Legislation introduced by Rep. Mark Souder (R-Ind.) and passed by Congress led the Education Department in 1998 to add a question about drug convictions to the Free Application for Federal Student Assistance (FAFSA) -- the main vehicle for federal college grants and loans. Students who admitted on the FAFSA form that they had a drug conviction on their record were denied federal student aid.
Souder later said that the Education Department had misinterpreted his legislation, and that he only meant the aid ban to apply to individuals convicted of drug offenses while they were in college, not years before. In February 2006, Congress amended the Higher Education Act to clarify that the aid ban only applies to contemporaneous offenses.
SSDP, however, has long argued that the ban should be repealed in its entirety. In March, the group joined the ACLU in a lawsuit filed in federal court in South Dakota asking a judge to throw out the law, saying it violates the principle of double jeopardy as well as the equal-protection clause of the U.S. Constitution. The suit names Education Secretary Margaret Spellings as the defendant.
"Young people should not be punished twice for the same 'youthful indiscretions' many of our nation's leaders got away with," said SSDP executive director Kris Krane. Added Adam Wolf, an attorney with the ACLU Drug Law Reform Project: "This law creates an unfair barrier to education and singles out working-class Americans. Closing the campus gates denies these students a crucial chance to get themselves back on track by staying in school."

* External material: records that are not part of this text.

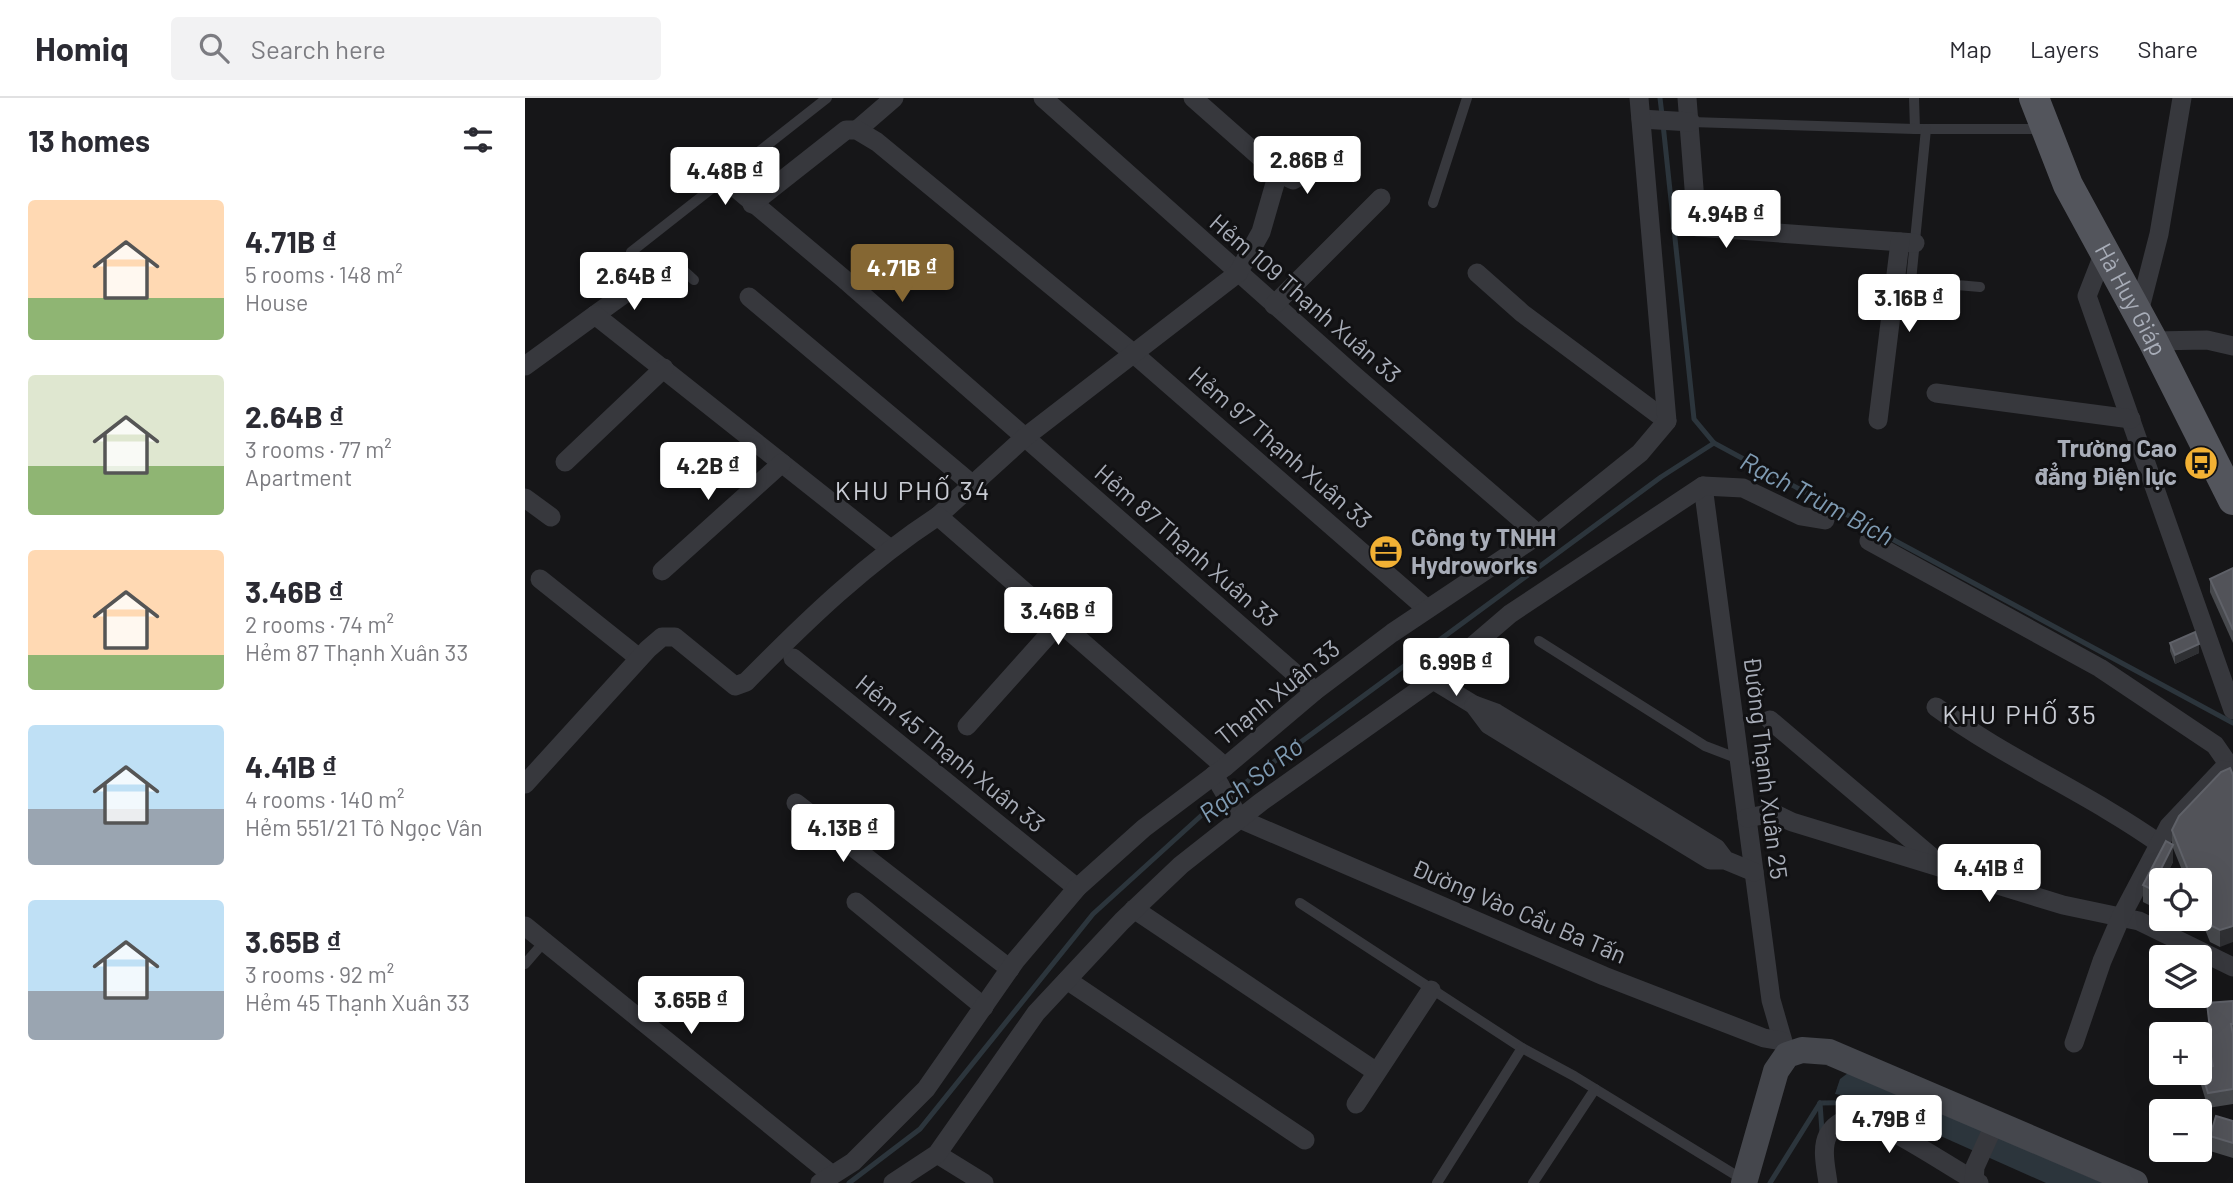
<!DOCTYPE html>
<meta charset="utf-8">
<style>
:root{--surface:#fff;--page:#f2f2f3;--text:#2b2b33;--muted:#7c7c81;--line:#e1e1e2;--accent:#856733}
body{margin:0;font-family:Barlow,sans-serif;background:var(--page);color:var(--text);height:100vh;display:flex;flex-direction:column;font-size:26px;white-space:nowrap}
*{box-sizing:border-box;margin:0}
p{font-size:23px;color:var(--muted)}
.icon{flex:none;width:38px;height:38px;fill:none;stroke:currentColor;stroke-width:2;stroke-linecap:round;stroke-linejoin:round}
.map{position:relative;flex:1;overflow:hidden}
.panel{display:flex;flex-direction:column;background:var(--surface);width:525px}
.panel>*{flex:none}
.controls{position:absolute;left:1624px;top:770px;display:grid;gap:14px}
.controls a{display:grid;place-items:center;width:63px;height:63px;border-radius:7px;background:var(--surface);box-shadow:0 7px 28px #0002;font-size:35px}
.price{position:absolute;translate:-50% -60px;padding:0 16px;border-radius:7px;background:#fff;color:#222;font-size:23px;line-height:46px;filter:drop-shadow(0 2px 4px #0008)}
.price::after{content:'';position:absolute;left:50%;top:42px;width:21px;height:16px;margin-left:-10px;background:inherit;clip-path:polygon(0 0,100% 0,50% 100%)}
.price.active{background:var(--accent);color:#fff}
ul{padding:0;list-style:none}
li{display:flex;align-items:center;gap:21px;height:175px;padding:0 28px}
li span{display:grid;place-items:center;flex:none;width:196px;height:140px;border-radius:7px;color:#555}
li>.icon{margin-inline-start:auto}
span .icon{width:84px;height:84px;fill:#fffc;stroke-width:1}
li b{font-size:30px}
h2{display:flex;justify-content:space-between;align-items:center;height:84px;padding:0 28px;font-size:30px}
header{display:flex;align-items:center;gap:42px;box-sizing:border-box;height:98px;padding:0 35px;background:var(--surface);border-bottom:2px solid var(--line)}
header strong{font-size:33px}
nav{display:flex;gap:38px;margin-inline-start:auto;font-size:24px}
.search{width:490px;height:63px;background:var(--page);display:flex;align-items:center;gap:18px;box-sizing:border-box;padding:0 24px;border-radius:7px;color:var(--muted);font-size:26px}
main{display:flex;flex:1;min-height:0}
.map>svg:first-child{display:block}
.water{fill:#2c353c}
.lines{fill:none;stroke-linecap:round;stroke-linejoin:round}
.stream{stroke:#2c353c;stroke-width:5}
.lane{stroke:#37383d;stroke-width:10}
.street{stroke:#37383d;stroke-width:19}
.secondary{stroke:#45474d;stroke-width:26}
.primary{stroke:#53555c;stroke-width:30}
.wall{fill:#47494d}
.shaded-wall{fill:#2f3033}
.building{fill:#525359;stroke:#5f6168;stroke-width:2}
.labels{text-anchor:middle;stroke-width:6;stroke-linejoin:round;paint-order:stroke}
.street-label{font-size:24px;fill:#a8adb8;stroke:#111113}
.poi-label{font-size:24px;font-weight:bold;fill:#a8adb8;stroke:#111113;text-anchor:end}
.neighbourhood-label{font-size:26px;letter-spacing:2px;fill:#c9ccd4;stroke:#111113}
.water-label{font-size:26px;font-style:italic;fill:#7f9bb3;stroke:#111113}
</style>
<header>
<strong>Homiq</strong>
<div class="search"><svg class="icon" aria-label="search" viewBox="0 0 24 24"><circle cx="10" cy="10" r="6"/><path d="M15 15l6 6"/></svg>Search here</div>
<nav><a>Map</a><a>Layers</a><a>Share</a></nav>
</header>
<main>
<section class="panel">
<h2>13 homes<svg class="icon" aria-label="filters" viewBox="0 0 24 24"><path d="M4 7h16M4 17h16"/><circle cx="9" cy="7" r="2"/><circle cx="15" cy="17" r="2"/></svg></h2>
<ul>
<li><span style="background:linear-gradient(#ffd9b3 70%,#8fb573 0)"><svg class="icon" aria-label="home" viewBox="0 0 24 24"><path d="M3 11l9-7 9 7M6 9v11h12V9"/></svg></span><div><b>4.71B ₫</b><p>5 rooms · 148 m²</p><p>House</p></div></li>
<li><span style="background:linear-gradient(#dfe7d0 65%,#8fb573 0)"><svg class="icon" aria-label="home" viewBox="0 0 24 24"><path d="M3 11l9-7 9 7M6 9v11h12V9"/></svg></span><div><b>2.64B ₫</b><p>3 rooms · 77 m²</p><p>Apartment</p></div></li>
<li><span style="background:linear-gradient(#ffd9b3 75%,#8fb573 0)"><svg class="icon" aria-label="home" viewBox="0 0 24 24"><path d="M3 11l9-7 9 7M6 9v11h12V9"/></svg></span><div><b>3.46B ₫</b><p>2 rooms · 74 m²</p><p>Hẻm 87 Thạnh Xuân 33</p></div></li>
<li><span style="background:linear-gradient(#bfe0f5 60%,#9aa5b1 0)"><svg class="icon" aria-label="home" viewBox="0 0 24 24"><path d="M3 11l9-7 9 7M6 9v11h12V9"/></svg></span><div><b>4.41B ₫</b><p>4 rooms · 140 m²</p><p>Hẻm 551/21 Tô Ngọc Vân</p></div></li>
<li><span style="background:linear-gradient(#bfe0f5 65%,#9aa5b1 0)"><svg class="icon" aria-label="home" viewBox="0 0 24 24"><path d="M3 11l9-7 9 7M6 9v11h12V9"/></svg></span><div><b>3.65B ₫</b><p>3 rooms · 92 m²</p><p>Hẻm 45 Thạnh Xuân 33</p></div></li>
</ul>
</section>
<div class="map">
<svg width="1708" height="1085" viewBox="0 0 1708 1085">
<rect width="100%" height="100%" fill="#161618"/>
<path class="water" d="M1323,975l255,110h-57l-110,-49 -49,-32 -52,-8 5,-15z"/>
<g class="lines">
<g class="stream">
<path d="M1135,0l2,17"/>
<path d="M1138,26l31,295 20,24 519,280"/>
<path d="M1295,1005l72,-1"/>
<path d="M1295,1005l2,29"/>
<path d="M324,1085l71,-54 173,-215 110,-100 458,-337 53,-34"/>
<path d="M1245,1085l50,-80"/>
</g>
<g class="lane">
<path d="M1389,0l1,31"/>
<path d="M1166,24l224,7h125"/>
<path d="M1401,31l-15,152 69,6"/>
<path d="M908,105l34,-105"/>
<path d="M169,182l-24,-22 -21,18 -18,-24 196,-154"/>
<path d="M1014,543l166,105 34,13"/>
<path d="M775,805l222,145 52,28 168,103"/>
<path d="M0,866l19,-22"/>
<path d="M912,1085l85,-135"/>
<path d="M1008,1085l62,-94"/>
</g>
<g class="street">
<path d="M518,0l312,278 183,158"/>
<path d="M1162,0l10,129 218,16"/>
<path d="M1116,21l50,3"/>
<path d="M332,32l37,-32"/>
<path d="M753,75l15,7 38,-22"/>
<path d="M200,81l119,100 471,412"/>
<path d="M227,106l94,-74h11l20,12 256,211 294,256"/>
<path d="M1578,157l-16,41 146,414"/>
<path d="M952,175l45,40 145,108"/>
<path d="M224,199l224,188"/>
<path d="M749,207l107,-107"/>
<path d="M70,217l54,-39"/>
<path d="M1613,218l21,-82 23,-136"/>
<path d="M1628,243l54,-1 26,6"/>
<path d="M0,268l70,-51 294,233"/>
<path d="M1411,295l195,26"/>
<path d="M1353,322l22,-178"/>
<path d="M40,364l99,-94"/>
<path d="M1178,388l68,514 15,52"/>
<path d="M0,400l26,19"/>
<path d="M413,418l86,-78 214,-165 23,-41 17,-59 -85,-75"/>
<path d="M1344,443l231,127 115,77 18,26"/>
<path d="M137,473l120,-108"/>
<path d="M15,481l99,79"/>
<path d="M268,560l284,230"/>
<path d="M908,582l41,25"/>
<path d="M1411,609c71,52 152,86 224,137"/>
<path d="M1245,622l170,144"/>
<path d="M442,628l93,-104"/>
<path d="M689,677l26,44 364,157 160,62 18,3"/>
<path d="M0,686l123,-135 14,-12h13l60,49 11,-4c60,-61 120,-119 192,-166l287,251"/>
<path d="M271,705l214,166"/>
<path d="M1222,720l26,-5 19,9 271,83 76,16 94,46"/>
<path d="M1200,762l-9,-12 -220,-135 -22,-8 15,20 221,135h15l29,12"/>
<path d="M331,804l128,105"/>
<path d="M609,811l241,162"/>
<path d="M0,828l307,249"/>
<path d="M542,882l238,160"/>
<path d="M1549,945l28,-82 19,-44 48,-91 53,-56 11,2"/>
<path d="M831,1006l75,-114"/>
<path d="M412,1056l47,29"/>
<path d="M295,1085l33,-21 73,-73 90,-129 61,-72 67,-60 81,-61 90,-76 77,-58 142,-95 106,-85 27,-32 -28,-323"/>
<path d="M368,1085l44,-29 99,-141 86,-92 59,-56 80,-63 172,-122 77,-66 193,-128 40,2 58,28 24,4"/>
<path d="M1303,1085c-2,-15 -7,-35 0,-48 5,-9 16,-17 26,-17 26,0 98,51 125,65"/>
<path d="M1449,1085l1,-16 20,-44"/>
</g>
<path class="secondary" d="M1219,1085l32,-112 11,-16 15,-5 27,2 306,131"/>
<path class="primary" id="s1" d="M1509,0l34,87 85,156 80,159"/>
</g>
<g class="wall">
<path d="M1708,470v75l-23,-51v-13z"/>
<path d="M1645,545l29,10 -24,11 -5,-13z"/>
<path d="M1696,674l-1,175 -10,-5 -10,-25v-37h-14l-13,-32v14l-22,44 -8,-4v-17l29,-41v-14z"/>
<path d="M1708,903v103l-25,4 -7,-23v-15l9,-3 -5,-23v-15h4l-2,-26z"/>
<path d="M1708,1023v37l-23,-7v-15z"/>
</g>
<g class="shaded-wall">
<path d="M1674,546v9l-24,11v-9z"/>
<path d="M1648,747v17l-9,18h-3v5l-10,21v-17z"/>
<path d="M1708,828v16l-13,5v-17z"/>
</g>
<g class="building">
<path d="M1708,470v62l-23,-51z"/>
<path d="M1670,534l4,12 -24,11 -5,-12z"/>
<path d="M1705,670l3,7v151l-13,4 -10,-5 -10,-25v-20h-8l-20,-50 7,-14 42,-44z"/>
<path d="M1641,743l7,4 -22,44 -8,-4z"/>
<path d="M1708,903v23h-2l2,10v55l-25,4 -7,-23 12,-4 -8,-37h5l-3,-26z"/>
<path d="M1691,1018l17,5v22l-23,-7z"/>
</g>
<defs>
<g id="bus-disc" transform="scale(1.75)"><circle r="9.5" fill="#f2b134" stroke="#111113"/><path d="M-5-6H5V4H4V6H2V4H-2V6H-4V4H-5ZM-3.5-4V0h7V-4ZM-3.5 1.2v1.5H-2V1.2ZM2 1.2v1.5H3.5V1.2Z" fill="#111"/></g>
<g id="office-disc" transform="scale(1.75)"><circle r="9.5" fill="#f2b134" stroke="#111113"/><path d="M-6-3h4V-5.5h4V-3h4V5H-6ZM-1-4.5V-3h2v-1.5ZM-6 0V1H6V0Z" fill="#111"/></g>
</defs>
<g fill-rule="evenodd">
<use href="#bus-disc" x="1676" y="365"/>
<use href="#office-disc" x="861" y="454"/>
</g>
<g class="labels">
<g class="street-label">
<text transform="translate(780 201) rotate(41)" y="8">Hẻm 109 Thạnh Xuân 33</text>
<text dy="8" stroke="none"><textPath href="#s1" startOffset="224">Hà Huy Giáp</textPath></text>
<text transform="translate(755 350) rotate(41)" y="8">Hẻm 97 Thạnh Xuân 33</text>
<text transform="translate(661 448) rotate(41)" y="8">Hẻm 87 Thạnh Xuân 33</text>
<text transform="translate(753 595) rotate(-39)" y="8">Thạnh Xuân 33</text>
<text transform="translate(425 656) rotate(39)" y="8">Hẻm 45 Thạnh Xuân 33</text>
<text transform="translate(1240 670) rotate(83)" y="8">Đường Thạnh Xuân 25</text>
<text transform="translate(994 814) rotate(23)" y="8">Đường Vào Cầu Ba Tấn</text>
</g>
<g class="poi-label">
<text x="1652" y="359">Trường Cao<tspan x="1652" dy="28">đẳng Điện lực</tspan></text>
<text x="886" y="448" text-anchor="start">Công ty TNHH<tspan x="886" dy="28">Hydroworks</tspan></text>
</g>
<g class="neighbourhood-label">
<text x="388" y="402">KHU PHỐ 34</text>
<text x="1495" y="626">KHU PHỐ 35</text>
</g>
<g class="water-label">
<text transform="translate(1292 401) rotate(28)" y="9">Rạch Trùm Bích</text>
<text transform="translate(726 682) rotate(-37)" y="9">Rạch Sơ Rơ</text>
</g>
</g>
</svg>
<div class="controls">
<a><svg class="icon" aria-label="locate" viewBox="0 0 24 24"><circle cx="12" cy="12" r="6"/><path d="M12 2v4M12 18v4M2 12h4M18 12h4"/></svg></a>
<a><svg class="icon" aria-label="layers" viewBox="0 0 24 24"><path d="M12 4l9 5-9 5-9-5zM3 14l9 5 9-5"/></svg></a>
<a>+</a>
<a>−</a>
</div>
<b class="price" style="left:782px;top:98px">2.86B ₫</b>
<b class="price" style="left:200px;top:109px">4.48B ₫</b>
<b class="price" style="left:1201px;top:152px">4.94B ₫</b>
<b class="price active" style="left:377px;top:206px">4.71B ₫</b>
<b class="price" style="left:109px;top:214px">2.64B ₫</b>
<b class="price" style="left:1384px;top:236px">3.16B ₫</b>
<b class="price" style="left:183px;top:404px">4.2B ₫</b>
<b class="price" style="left:533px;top:549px">3.46B ₫</b>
<b class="price" style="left:931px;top:600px">6.99B ₫</b>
<b class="price" style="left:318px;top:766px">4.13B ₫</b>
<b class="price" style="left:1464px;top:806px">4.41B ₫</b>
<b class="price" style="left:166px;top:938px">3.65B ₫</b>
<b class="price" style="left:1364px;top:1057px">4.79B ₫</b>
</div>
</main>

As it pursues the lawsuit, SSDP will have in hand data from the Education Department detailing aid denials to as many as 175,000 students since the law went into effect. The department had derailed SSDP's Freedom of Information Act request for a state-by-state breakdown of student-aid denials back in January by ruling that the group needed to pay $4,000 in fees for the data. Education Department officials said that SSDP did not qualify for a 'public-interest' waiver of the fees, saying that the information would help those who might profit from drug legalization.
Subsequently, the group Public Citizen filed suit against the agency on behalf of SSDP challenging the denial. "The requested records reveal how the government operates when determining who does and does not get financial aid," said Public Citizen attorney Adina Rosenbaum. "The public interest in disclosure of the records clearly outweighs SSDP's nonexistent commercial interest in the information."
In late March, the Education Department announced that it would waive the fees and turn the student-aid data over to SSDP.